--- START ---
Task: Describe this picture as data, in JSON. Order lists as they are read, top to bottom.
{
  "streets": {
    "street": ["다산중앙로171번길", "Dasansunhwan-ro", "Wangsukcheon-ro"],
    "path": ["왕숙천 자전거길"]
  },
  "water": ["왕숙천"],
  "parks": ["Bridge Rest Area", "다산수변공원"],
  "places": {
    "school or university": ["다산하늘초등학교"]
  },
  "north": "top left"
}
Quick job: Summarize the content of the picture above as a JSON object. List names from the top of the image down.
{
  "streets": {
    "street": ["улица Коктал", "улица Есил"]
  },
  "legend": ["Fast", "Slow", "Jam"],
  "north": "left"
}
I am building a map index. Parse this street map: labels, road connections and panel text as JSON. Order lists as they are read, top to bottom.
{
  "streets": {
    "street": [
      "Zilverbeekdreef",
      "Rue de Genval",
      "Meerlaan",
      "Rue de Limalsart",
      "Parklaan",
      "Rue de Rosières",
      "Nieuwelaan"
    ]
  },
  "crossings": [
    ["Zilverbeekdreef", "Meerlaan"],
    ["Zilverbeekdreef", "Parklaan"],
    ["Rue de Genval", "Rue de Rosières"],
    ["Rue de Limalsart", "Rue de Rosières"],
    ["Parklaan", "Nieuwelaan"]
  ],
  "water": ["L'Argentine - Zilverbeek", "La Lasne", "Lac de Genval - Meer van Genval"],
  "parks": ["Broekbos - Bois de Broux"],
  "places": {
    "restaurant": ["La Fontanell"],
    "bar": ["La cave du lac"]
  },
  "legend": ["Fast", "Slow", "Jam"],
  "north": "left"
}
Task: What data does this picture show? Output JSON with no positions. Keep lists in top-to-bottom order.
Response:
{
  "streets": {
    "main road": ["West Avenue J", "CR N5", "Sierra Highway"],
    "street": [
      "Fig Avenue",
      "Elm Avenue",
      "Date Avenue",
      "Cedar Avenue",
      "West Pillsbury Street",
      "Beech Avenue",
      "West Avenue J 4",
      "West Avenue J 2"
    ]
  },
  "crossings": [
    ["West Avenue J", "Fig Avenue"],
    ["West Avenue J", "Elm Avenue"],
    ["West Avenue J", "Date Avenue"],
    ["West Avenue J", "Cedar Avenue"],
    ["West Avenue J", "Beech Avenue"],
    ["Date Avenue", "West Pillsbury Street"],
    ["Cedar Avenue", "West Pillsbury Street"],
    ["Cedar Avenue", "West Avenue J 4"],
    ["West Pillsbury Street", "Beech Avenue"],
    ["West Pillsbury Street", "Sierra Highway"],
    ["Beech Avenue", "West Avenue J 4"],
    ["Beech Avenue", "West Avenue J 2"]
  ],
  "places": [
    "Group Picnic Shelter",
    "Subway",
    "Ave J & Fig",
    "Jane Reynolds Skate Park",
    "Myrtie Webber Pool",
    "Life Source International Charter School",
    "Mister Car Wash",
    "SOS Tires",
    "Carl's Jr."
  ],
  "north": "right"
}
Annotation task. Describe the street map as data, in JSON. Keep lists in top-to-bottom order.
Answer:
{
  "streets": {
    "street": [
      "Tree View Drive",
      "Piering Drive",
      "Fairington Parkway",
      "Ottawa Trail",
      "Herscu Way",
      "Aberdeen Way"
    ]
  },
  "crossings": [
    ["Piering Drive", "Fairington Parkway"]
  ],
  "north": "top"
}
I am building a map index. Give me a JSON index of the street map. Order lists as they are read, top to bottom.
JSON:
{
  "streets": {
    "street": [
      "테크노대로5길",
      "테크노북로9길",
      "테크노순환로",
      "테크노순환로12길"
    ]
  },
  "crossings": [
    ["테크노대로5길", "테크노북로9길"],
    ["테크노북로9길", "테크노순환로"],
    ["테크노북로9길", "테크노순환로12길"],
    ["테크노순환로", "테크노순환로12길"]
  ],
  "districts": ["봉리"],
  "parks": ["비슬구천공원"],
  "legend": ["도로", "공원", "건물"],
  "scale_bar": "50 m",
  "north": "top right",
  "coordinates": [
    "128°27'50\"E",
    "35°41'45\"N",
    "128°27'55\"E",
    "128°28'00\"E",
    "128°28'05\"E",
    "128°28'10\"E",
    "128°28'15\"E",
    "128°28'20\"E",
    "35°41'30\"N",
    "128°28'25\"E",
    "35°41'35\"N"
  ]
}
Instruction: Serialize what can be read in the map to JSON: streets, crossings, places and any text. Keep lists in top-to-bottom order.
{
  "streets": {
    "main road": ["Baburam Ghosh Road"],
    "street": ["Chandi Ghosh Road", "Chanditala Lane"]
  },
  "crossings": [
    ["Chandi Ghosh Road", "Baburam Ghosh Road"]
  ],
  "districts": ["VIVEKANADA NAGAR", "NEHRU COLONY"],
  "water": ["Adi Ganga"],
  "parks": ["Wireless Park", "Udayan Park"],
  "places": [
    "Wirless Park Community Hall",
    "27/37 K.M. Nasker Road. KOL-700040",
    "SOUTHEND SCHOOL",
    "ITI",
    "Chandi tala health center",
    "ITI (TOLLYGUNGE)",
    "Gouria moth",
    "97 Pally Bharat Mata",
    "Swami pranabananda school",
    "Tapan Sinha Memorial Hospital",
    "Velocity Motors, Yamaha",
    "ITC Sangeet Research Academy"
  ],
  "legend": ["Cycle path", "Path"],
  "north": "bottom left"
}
--- END ---
> **What to work on**
Set down all of the data above again, exactly.

> **Reply**
Task: Describe this picture as data, in JSON. Order lists as they are read, top to bottom.
{
  "streets": {
    "street": ["다산중앙로171번길", "Dasansunhwan-ro", "Wangsukcheon-ro"],
    "path": ["왕숙천 자전거길"]
  },
  "water": ["왕숙천"],
  "parks": ["Bridge Rest Area", "다산수변공원"],
  "places": {
    "school or university": ["다산하늘초등학교"]
  },
  "north": "top left"
}
Quick job: Summarize the content of the picture above as a JSON object. List names from the top of the image down.
{
  "streets": {
    "street": ["улица Коктал", "улица Есил"]
  },
  "legend": ["Fast", "Slow", "Jam"],
  "north": "left"
}
I am building a map index. Parse this street map: labels, road connections and panel text as JSON. Order lists as they are read, top to bottom.
{
  "streets": {
    "street": [
      "Zilverbeekdreef",
      "Rue de Genval",
      "Meerlaan",
      "Rue de Limalsart",
      "Parklaan",
      "Rue de Rosières",
      "Nieuwelaan"
    ]
  },
  "crossings": [
    ["Zilverbeekdreef", "Meerlaan"],
    ["Zilverbeekdreef", "Parklaan"],
    ["Rue de Genval", "Rue de Rosières"],
    ["Rue de Limalsart", "Rue de Rosières"],
    ["Parklaan", "Nieuwelaan"]
  ],
  "water": ["L'Argentine - Zilverbeek", "La Lasne", "Lac de Genval - Meer van Genval"],
  "parks": ["Broekbos - Bois de Broux"],
  "places": {
    "restaurant": ["La Fontanell"],
    "bar": ["La cave du lac"]
  },
  "legend": ["Fast", "Slow", "Jam"],
  "north": "left"
}
Task: What data does this picture show? Output JSON with no positions. Keep lists in top-to-bottom order.
Response:
{
  "streets": {
    "main road": ["West Avenue J", "CR N5", "Sierra Highway"],
    "street": [
      "Fig Avenue",
      "Elm Avenue",
      "Date Avenue",
      "Cedar Avenue",
      "West Pillsbury Street",
      "Beech Avenue",
      "West Avenue J 4",
      "West Avenue J 2"
    ]
  },
  "crossings": [
    ["West Avenue J", "Fig Avenue"],
    ["West Avenue J", "Elm Avenue"],
    ["West Avenue J", "Date Avenue"],
    ["West Avenue J", "Cedar Avenue"],
    ["West Avenue J", "Beech Avenue"],
    ["Date Avenue", "West Pillsbury Street"],
    ["Cedar Avenue", "West Pillsbury Street"],
    ["Cedar Avenue", "West Avenue J 4"],
    ["West Pillsbury Street", "Beech Avenue"],
    ["West Pillsbury Street", "Sierra Highway"],
    ["Beech Avenue", "West Avenue J 4"],
    ["Beech Avenue", "West Avenue J 2"]
  ],
  "places": [
    "Group Picnic Shelter",
    "Subway",
    "Ave J & Fig",
    "Jane Reynolds Skate Park",
    "Myrtie Webber Pool",
    "Life Source International Charter School",
    "Mister Car Wash",
    "SOS Tires",
    "Carl's Jr."
  ],
  "north": "right"
}
Annotation task. Describe the street map as data, in JSON. Keep lists in top-to-bottom order.
Answer:
{
  "streets": {
    "street": [
      "Tree View Drive",
      "Piering Drive",
      "Fairington Parkway",
      "Ottawa Trail",
      "Herscu Way",
      "Aberdeen Way"
    ]
  },
  "crossings": [
    ["Piering Drive", "Fairington Parkway"]
  ],
  "north": "top"
}
I am building a map index. Give me a JSON index of the street map. Order lists as they are read, top to bottom.
JSON:
{
  "streets": {
    "street": [
      "테크노대로5길",
      "테크노북로9길",
      "테크노순환로",
      "테크노순환로12길"
    ]
  },
  "crossings": [
    ["테크노대로5길", "테크노북로9길"],
    ["테크노북로9길", "테크노순환로"],
    ["테크노북로9길", "테크노순환로12길"],
    ["테크노순환로", "테크노순환로12길"]
  ],
  "districts": ["봉리"],
  "parks": ["비슬구천공원"],
  "legend": ["도로", "공원", "건물"],
  "scale_bar": "50 m",
  "north": "top right",
  "coordinates": [
    "128°27'50\"E",
    "35°41'45\"N",
    "128°27'55\"E",
    "128°28'00\"E",
    "128°28'05\"E",
    "128°28'10\"E",
    "128°28'15\"E",
    "128°28'20\"E",
    "35°41'30\"N",
    "128°28'25\"E",
    "35°41'35\"N"
  ]
}
Instruction: Serialize what can be read in the map to JSON: streets, crossings, places and any text. Keep lists in top-to-bottom order.
{
  "streets": {
    "main road": ["Baburam Ghosh Road"],
    "street": ["Chandi Ghosh Road", "Chanditala Lane"]
  },
  "crossings": [
    ["Chandi Ghosh Road", "Baburam Ghosh Road"]
  ],
  "districts": ["VIVEKANADA NAGAR", "NEHRU COLONY"],
  "water": ["Adi Ganga"],
  "parks": ["Wireless Park", "Udayan Park"],
  "places": [
    "Wirless Park Community Hall",
    "27/37 K.M. Nasker Road. KOL-700040",
    "SOUTHEND SCHOOL",
    "ITI",
    "Chandi tala health center",
    "ITI (TOLLYGUNGE)",
    "Gouria moth",
    "97 Pally Bharat Mata",
    "Swami pranabananda school",
    "Tapan Sinha Memorial Hospital",
    "Velocity Motors, Yamaha",
    "ITC Sangeet Research Academy"
  ],
  "legend": ["Cycle path", "Path"],
  "north": "bottom left"
}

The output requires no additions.